* WHAT YOU SHOULD DO *
Copied exactly and without pictures, the lines from the beginning of the entries through the one that holds "2px #3b4a6d) drop-shadow(0" should form the entire reply.

[Data records]
****************

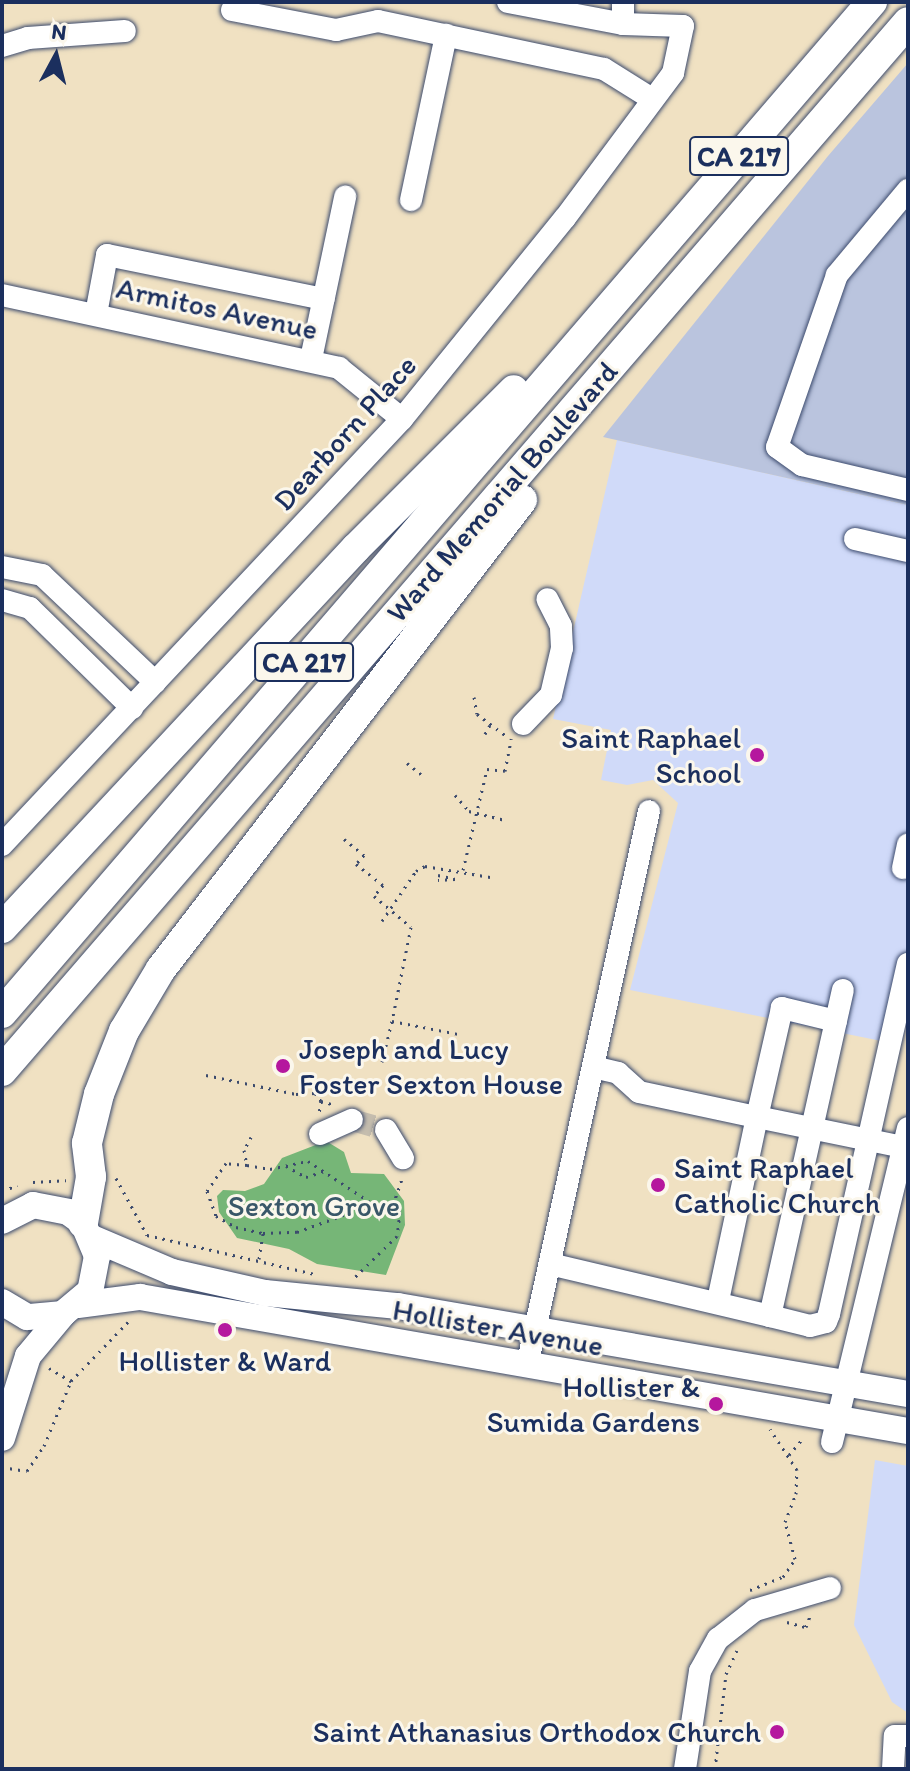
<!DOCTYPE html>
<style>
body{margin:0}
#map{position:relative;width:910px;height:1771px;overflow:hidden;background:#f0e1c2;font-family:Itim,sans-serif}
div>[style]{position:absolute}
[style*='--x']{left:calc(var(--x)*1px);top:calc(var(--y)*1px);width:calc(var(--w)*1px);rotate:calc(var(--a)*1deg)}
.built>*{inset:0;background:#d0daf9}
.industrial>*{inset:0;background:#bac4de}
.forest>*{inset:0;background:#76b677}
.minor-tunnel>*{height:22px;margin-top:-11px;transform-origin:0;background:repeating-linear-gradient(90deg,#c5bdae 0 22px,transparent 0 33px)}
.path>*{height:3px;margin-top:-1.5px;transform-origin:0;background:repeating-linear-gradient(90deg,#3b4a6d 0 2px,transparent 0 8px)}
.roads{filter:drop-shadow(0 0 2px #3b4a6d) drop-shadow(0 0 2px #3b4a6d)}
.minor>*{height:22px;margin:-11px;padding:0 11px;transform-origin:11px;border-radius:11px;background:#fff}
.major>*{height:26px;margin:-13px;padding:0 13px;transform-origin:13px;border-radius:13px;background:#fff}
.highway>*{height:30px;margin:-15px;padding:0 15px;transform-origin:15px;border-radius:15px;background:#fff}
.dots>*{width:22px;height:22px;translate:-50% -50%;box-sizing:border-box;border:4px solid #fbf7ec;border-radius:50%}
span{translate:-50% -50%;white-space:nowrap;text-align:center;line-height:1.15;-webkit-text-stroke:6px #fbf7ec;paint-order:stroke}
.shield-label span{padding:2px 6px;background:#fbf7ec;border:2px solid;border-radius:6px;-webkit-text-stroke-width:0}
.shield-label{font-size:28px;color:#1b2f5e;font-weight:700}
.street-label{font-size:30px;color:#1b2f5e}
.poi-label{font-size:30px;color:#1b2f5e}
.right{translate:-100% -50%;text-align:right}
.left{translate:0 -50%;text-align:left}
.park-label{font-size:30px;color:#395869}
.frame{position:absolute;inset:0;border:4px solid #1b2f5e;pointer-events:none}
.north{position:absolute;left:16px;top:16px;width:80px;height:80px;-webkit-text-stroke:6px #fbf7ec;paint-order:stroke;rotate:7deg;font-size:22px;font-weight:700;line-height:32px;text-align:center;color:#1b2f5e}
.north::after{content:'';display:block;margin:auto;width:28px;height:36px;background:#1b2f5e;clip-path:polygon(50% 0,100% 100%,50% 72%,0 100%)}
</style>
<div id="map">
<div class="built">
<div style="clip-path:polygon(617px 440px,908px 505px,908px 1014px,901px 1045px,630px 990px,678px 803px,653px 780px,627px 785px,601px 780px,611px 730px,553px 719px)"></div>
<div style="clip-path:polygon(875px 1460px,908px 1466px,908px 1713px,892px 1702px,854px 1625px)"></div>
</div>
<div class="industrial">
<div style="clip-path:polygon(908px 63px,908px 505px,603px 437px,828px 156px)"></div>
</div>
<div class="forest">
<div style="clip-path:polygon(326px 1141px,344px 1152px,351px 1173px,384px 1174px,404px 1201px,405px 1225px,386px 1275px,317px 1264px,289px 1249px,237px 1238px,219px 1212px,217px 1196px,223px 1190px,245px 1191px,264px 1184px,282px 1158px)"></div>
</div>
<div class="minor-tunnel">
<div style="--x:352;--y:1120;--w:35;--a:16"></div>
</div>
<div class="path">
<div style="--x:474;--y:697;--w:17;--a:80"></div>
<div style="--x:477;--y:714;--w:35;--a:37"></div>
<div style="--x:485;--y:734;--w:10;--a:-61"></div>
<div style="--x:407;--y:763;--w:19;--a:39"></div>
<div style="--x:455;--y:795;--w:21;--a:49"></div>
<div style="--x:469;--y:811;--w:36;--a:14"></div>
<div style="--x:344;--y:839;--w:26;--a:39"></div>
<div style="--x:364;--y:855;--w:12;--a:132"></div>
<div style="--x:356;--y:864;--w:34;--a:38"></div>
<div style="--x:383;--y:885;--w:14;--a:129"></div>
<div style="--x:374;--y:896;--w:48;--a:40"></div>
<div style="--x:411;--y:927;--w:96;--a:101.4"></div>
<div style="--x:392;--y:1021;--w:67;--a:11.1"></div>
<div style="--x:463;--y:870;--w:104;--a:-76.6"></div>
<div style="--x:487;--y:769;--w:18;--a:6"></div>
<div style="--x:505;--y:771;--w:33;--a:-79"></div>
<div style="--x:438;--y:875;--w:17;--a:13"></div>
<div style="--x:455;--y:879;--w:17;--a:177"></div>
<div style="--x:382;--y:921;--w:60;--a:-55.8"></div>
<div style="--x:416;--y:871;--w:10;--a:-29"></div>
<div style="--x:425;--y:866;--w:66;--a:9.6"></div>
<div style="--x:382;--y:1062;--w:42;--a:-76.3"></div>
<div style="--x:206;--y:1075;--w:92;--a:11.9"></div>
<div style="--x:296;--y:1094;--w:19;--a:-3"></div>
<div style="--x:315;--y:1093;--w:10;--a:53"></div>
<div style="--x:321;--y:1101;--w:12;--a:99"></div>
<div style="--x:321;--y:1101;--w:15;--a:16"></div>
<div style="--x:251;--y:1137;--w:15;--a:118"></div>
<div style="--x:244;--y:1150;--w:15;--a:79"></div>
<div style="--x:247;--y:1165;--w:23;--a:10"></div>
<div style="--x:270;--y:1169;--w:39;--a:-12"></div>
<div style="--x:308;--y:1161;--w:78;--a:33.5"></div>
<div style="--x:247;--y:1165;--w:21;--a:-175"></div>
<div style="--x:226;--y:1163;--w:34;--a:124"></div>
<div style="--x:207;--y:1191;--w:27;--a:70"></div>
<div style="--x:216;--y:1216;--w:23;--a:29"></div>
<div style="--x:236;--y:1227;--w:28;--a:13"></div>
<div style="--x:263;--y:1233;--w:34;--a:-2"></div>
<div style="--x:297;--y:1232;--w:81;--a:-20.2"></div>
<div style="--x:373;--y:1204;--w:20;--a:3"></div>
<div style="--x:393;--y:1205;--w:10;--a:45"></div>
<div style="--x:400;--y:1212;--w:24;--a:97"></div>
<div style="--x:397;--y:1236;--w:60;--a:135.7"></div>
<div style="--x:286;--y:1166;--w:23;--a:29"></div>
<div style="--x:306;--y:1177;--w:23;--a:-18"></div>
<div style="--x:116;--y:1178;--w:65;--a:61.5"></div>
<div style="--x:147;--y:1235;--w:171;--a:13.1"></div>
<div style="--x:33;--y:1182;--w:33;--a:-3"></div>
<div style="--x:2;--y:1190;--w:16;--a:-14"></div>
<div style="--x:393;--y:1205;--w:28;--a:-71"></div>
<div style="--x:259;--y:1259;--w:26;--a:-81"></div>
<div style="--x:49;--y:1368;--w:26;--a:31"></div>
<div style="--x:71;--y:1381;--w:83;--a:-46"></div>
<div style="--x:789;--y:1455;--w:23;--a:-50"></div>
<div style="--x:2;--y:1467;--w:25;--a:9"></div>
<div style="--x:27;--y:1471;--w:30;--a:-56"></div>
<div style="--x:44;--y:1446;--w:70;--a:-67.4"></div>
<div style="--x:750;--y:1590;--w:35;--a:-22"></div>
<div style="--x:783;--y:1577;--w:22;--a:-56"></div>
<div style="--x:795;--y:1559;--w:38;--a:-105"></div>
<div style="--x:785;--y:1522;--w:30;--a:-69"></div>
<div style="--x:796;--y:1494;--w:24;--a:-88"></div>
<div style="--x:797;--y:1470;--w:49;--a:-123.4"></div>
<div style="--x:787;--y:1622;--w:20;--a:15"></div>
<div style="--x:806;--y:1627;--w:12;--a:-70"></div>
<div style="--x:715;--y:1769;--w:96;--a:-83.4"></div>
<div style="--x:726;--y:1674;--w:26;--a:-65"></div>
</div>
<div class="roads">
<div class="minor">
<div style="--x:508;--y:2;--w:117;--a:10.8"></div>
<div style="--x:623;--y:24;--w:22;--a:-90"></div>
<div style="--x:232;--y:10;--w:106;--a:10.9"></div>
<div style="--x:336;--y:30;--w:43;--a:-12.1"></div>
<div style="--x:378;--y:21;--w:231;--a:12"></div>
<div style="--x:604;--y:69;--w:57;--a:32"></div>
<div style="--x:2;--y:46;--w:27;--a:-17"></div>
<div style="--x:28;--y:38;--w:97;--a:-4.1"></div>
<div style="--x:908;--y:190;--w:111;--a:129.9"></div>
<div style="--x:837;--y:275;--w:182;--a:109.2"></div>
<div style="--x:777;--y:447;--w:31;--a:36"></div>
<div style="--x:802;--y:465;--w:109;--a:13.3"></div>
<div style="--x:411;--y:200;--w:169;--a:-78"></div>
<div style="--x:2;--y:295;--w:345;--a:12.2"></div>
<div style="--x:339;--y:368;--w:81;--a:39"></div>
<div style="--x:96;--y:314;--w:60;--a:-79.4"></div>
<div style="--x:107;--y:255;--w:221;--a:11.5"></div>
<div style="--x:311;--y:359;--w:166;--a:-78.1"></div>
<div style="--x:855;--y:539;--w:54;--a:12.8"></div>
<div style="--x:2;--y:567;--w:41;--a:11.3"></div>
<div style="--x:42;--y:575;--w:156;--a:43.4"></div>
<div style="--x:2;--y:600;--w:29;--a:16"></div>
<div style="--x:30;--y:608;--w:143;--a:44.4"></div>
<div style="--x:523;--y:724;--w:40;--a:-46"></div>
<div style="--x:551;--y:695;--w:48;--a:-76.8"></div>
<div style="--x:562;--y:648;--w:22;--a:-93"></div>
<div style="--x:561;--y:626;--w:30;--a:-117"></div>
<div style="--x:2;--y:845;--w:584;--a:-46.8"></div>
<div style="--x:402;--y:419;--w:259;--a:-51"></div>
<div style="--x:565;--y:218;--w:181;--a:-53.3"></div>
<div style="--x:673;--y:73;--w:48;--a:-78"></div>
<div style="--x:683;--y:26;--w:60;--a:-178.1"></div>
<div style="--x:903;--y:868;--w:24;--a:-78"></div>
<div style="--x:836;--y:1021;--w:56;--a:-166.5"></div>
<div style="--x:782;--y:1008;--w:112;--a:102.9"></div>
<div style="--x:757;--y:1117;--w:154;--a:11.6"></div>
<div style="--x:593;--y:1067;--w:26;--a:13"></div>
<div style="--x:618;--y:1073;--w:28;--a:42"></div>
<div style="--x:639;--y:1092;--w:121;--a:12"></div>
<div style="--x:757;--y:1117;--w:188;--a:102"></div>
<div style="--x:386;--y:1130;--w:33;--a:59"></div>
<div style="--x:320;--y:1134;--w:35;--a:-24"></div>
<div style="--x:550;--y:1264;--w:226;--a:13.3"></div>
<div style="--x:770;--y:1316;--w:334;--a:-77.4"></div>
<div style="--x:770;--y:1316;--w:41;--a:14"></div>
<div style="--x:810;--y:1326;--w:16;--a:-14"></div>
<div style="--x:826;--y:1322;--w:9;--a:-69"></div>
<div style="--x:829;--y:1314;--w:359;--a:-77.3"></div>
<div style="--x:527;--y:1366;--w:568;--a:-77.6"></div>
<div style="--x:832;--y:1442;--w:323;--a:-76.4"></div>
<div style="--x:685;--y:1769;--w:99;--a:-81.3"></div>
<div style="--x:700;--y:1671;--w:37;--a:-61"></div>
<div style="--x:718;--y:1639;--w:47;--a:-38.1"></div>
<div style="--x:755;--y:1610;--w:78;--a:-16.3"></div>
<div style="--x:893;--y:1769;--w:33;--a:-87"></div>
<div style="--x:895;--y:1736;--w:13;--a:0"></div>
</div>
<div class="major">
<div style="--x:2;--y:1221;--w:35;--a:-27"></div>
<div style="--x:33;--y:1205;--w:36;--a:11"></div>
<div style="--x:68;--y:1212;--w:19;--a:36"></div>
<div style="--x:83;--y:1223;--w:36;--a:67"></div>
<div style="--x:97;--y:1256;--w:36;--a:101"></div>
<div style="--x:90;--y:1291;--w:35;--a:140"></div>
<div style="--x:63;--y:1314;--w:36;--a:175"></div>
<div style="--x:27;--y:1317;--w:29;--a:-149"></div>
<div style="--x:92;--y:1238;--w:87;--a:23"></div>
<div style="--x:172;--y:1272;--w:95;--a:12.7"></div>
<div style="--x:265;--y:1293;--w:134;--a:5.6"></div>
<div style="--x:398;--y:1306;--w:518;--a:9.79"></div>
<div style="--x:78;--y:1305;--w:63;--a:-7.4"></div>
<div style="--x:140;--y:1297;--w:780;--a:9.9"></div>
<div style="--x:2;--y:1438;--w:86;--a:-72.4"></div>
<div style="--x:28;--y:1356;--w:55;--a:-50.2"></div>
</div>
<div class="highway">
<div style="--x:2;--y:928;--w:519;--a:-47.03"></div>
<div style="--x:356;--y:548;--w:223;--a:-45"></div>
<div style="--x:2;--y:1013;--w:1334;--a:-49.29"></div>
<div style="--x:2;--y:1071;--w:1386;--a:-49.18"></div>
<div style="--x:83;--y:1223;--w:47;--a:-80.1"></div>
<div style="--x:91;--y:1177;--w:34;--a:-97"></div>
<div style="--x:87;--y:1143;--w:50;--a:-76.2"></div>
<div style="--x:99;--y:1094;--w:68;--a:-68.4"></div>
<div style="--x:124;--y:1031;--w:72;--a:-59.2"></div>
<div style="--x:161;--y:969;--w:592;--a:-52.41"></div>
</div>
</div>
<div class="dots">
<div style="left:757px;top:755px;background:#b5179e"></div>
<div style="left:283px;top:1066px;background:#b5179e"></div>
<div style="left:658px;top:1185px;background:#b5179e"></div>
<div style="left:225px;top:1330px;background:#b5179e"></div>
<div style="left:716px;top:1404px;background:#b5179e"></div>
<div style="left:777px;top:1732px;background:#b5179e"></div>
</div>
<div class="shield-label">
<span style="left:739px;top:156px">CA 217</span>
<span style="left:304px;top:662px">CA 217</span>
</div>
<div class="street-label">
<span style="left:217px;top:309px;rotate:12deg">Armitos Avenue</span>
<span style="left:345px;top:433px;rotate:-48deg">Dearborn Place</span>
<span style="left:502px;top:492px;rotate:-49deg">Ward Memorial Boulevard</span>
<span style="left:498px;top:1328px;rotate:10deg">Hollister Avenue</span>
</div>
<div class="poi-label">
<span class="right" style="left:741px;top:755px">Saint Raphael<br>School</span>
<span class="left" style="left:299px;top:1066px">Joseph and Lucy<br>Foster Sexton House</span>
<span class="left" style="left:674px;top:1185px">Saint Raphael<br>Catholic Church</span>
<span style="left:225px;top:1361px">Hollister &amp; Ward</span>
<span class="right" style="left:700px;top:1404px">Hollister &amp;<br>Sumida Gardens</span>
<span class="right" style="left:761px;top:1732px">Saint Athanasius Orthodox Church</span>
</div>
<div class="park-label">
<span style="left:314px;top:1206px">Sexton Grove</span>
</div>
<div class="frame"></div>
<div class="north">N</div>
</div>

****************

* RESPONSE *
<!DOCTYPE html>
<style>
body{margin:0}
#map{position:relative;width:910px;height:1771px;overflow:hidden;background:#f0e1c2;font-family:Itim,sans-serif}
div>[style]{position:absolute}
[style*='--x']{left:calc(var(--x)*1px);top:calc(var(--y)*1px);width:calc(var(--w)*1px);rotate:calc(var(--a)*1deg)}
.built>*{inset:0;background:#d0daf9}
.industrial>*{inset:0;background:#bac4de}
.forest>*{inset:0;background:#76b677}
.minor-tunnel>*{height:22px;margin-top:-11px;transform-origin:0;background:repeating-linear-gradient(90deg,#c5bdae 0 22px,transparent 0 33px)}
.path>*{height:3px;margin-top:-1.5px;transform-origin:0;background:repeating-linear-gradient(90deg,#3b4a6d 0 2px,transparent 0 8px)}
.roads{filter:drop-shadow(0 0 2px #3b4a6d) drop-shadow(0 0 2px #3b4a6d)}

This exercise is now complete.